Mitchell Services (ASX: MSV) has reported a significant profit and cash generation uplift in its 1H26 results, coupled with a strategic investment in its Loop Decarbonisation business, highlighting a strong operational turnaround and positive outlook.
Mitchell delivered a robust first half of FY26. Revenue reached $102.4m, representing a 3% increase year-on-year.
This was underpinned by a substantial 69% increase in EBITDA, which climbed to $21.4m.
The company also saw a significant improvement in its bottom line, with Net Profit After Tax (NPAT) swinging to a $8.1m profit, a marked turnaround from a $0.3m loss recorded in 1H25.
Return on Invested Capital (ROIC) also improved considerably, reaching a strong 27.0%.
Strong Cash Generation & Net Cash
Operational performance translated into strong cash generation.

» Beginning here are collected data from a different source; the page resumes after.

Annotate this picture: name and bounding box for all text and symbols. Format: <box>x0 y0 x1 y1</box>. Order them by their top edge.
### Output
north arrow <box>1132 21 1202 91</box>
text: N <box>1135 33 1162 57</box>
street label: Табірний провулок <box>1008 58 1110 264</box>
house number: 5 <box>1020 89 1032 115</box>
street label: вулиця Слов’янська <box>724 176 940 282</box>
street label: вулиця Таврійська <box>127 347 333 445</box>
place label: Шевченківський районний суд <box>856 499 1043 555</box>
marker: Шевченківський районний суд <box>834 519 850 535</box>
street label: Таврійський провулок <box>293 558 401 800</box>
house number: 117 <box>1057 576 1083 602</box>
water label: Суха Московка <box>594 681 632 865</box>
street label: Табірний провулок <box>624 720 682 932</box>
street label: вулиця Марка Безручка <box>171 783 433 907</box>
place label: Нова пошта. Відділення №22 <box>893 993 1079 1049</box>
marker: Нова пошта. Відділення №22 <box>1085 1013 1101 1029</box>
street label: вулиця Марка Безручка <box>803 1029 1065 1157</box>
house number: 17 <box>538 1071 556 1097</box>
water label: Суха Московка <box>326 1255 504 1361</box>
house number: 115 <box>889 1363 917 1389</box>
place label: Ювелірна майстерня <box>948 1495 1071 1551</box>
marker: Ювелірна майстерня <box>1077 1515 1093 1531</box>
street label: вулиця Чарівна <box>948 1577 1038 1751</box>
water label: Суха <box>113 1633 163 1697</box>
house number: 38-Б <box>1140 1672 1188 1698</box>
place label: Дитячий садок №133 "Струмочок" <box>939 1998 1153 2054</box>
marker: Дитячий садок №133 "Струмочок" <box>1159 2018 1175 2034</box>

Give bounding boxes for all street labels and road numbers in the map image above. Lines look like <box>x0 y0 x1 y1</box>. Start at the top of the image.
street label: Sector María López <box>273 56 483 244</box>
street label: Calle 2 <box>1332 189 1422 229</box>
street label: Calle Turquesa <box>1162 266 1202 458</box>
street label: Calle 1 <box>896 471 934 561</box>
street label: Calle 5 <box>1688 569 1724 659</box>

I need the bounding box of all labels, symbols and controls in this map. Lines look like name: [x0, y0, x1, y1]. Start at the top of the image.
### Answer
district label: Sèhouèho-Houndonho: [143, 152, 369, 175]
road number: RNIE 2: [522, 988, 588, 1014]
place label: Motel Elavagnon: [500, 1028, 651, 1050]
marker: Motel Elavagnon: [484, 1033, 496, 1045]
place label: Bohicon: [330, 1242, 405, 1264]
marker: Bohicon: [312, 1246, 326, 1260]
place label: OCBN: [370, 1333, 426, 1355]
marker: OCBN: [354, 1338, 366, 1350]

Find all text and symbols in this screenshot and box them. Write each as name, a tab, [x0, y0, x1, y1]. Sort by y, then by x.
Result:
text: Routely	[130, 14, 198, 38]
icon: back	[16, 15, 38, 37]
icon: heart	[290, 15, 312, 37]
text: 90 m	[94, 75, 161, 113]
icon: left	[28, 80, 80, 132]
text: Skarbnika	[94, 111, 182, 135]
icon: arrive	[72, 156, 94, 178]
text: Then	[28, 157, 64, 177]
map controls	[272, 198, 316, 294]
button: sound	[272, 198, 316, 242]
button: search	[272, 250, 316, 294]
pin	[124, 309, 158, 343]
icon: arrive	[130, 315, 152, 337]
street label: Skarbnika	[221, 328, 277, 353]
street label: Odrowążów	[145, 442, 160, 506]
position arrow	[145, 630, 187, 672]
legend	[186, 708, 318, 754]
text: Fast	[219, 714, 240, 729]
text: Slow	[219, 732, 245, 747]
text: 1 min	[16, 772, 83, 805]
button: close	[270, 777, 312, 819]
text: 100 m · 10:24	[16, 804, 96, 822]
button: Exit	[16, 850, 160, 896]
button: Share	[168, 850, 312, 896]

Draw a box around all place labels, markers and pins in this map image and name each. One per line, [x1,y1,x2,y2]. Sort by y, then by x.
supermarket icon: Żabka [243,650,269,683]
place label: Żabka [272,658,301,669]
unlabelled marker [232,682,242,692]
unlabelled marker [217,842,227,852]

Operating cash flow was robust at $20.8m, representing a 96% increase year-on-year.
Critically, the company achieved a net cash position of $7.2m as at 31 December 2025.
This is a notable improvement from the $8.4m in net debt recorded at the end of FY25.
Mitchell Services held $15.5m cash on hand and maintained an undrawn $15m working capital facility, providing substantial liquidity.
Loop Decarbonisation Investment
Further reinforcing its strategic direction, Sumitomo is set to acquire up to a 25% stake in Mitchell Services' Loop Decarbonisation business.
This investment implies a valuation for Loop of approximately $24m.
This strategic investment not only provides capital but also validates the growth potential of MSV's ESG-focused offering.
The partnership with Sumitomo is expected to support capital-light growth for the decarbonisation business.
Capital Management & Shareholder Returns
Mitchell Services continues its disciplined approach to capital management.
The board declared a fully franked dividend of 4.0cps, with a record date of 27 February 2026 and a payment date of 17 March 2026.
The company reiterated its intention to not raise equity, emphasising its focus on internal funding and prudent capital allocation.
Since FY22, approximately $73m has been redeployed into the business, with $27m returned to shareholders through dividends and buybacks since FY24.
Operational Leverage and Revenue Mix
The company's operational footprint shows significant upside potential.
Only 62 rigs were in operation during 1H26 out of a total fleet of 88, indicating substantial leverage to increased demand and utilisation rates.
Mitchell Services benefits from a high-quality, diversified revenue base. 80% of its revenue is derived from global mining majors, with an approximate 50/50 split between surface and underground drilling.
Gold represents roughly 60% of its revenue, while steelmaking coal accounts for 32.8%.
Outlook and Risks
Mitchell Services has demonstrated a significant turnaround in profitability and cash generation, bolstered by operational improvements and disciplined capital management.
The strategic investment in its Loop Decarbonisation business provides an additional growth vector.
Key risks remain related to the cyclical nature of mining capital expenditure, potential weakness in coal demand, and the execution of strategic initiatives.